The goal of research in evolutionary psychology is to discover, understand, and map the human mind as well as to explore the implications of these new discoveries for other fields. The eventual aim is to map human nature—that is, the species‐typical information‐processing architecture of the human brain.
Like all cognitive scientists, when evolutionary psychologists refer to the mind, they mean the set of information‐processing devices, embodied in neural tissue, that are responsible for all conscious and nonconscious mental activity and that generate all behavior. Like other psychologists, evolutionary psychologists test hypotheses about the design of these information‐processing devices—these programs—using laboratory methods from experimental cognitive and social psychology, as well as methods drawn from experimental economics, neuropsychology, and cross‐cultural field work.

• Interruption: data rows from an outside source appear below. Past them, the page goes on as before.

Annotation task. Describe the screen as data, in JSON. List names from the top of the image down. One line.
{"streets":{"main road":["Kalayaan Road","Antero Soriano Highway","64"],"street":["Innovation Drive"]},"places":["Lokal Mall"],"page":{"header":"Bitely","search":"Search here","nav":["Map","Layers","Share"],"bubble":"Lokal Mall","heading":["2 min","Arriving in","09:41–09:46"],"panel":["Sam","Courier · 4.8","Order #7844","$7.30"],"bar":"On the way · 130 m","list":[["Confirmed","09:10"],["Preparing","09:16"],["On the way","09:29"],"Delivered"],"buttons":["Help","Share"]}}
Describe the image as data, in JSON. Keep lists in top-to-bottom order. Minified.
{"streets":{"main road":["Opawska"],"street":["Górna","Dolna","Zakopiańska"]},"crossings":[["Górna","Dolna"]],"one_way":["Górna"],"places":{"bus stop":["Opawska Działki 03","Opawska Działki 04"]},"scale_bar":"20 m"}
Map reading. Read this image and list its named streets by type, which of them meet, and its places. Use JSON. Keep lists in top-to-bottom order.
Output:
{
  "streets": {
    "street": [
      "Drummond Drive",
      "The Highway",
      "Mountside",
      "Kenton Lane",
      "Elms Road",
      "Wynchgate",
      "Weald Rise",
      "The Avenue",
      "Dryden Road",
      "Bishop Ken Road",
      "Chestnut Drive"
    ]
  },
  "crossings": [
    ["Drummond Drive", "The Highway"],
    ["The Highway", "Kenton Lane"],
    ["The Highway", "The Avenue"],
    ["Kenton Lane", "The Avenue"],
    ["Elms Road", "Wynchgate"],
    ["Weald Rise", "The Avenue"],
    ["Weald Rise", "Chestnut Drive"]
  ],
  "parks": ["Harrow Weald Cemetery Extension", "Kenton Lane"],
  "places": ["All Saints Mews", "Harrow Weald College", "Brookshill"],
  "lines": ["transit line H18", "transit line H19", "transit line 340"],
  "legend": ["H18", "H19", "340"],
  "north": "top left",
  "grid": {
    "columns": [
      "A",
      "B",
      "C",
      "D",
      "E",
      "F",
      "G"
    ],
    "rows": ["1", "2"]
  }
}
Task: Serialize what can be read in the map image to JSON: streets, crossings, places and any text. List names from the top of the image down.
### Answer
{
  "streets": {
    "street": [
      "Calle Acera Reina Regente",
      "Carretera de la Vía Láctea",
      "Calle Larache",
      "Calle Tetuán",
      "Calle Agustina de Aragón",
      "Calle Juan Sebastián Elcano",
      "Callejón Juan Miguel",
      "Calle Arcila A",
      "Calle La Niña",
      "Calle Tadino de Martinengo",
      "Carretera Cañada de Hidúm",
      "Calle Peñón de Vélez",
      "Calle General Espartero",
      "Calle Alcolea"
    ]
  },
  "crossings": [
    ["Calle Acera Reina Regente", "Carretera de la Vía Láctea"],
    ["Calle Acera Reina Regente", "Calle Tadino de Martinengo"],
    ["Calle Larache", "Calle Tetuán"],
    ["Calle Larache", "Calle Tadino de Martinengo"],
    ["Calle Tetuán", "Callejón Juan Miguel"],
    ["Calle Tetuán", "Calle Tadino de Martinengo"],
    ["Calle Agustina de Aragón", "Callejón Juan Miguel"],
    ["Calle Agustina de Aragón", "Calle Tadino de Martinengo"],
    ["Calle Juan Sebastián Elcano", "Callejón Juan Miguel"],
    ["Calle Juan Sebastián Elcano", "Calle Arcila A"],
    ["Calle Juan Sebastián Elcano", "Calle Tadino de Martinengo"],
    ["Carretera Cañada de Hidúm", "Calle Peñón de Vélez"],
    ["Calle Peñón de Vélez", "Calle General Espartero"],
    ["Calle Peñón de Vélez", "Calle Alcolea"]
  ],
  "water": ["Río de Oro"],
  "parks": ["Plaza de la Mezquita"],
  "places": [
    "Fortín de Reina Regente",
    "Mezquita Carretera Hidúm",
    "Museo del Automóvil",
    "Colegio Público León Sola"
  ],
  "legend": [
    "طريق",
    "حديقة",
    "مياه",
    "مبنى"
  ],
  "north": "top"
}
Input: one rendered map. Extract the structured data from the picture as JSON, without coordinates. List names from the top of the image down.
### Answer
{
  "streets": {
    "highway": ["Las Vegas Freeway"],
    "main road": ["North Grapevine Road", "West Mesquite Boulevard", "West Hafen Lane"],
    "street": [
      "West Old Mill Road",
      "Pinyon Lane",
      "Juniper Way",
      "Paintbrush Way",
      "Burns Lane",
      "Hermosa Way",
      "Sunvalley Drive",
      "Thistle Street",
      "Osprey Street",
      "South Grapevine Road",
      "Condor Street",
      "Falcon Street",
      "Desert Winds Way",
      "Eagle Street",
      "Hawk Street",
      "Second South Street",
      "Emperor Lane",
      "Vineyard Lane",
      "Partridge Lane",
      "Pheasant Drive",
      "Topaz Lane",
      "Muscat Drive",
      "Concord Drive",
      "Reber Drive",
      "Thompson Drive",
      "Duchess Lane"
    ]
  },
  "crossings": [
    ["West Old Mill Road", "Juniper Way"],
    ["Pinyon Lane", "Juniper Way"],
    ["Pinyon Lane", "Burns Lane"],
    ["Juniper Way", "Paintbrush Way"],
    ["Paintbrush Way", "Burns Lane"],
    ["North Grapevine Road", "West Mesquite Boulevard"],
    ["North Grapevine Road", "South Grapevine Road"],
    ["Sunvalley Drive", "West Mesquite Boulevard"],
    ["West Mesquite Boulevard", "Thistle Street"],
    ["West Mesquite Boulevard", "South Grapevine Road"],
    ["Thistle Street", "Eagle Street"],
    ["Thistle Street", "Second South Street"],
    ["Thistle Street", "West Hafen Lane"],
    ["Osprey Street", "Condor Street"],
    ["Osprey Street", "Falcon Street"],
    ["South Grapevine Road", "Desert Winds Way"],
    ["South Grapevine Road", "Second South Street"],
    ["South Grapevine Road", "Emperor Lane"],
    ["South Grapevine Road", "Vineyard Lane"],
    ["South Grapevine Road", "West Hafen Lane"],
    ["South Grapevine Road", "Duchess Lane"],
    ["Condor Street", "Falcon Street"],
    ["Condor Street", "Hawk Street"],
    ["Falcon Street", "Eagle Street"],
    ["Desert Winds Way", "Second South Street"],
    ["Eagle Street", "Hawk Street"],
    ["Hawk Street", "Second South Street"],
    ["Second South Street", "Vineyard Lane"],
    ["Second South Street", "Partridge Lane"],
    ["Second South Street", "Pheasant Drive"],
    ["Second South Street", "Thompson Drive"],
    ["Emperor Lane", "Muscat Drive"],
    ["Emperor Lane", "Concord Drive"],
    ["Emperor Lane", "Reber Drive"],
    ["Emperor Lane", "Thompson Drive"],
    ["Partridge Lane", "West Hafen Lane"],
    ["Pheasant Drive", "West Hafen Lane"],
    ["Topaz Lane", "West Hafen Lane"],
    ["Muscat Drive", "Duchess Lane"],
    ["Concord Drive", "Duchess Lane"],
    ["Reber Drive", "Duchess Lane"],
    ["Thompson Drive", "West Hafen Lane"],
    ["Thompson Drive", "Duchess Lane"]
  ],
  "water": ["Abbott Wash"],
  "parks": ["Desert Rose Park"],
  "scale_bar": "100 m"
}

What allows evolutionary psychologists to go beyond traditional approaches in studying the mind is that they make active use in their research of an often‐overlooked fact: That the programs comprising the human mind were designed by natural selection to solve the adaptive problems faced by our hunter‐gatherer ancestors—problems like finding a mate, cooperating with others, hunting, gathering, protecting children, avoiding predators, and so on. Natural selection tends to produce programs that solve problems like these reliably, quickly, and efficiently. Knowing this information allows one to approach the study of the mind like an engineer. One starts with a good specification of an adaptive information‐processing problem and develops a task analysis of that problem. This process allows one to see what properties a program would have to have in order to solve that problem well. This approach allows one to generate testable hypotheses about the structure of the programs that comprise the mind.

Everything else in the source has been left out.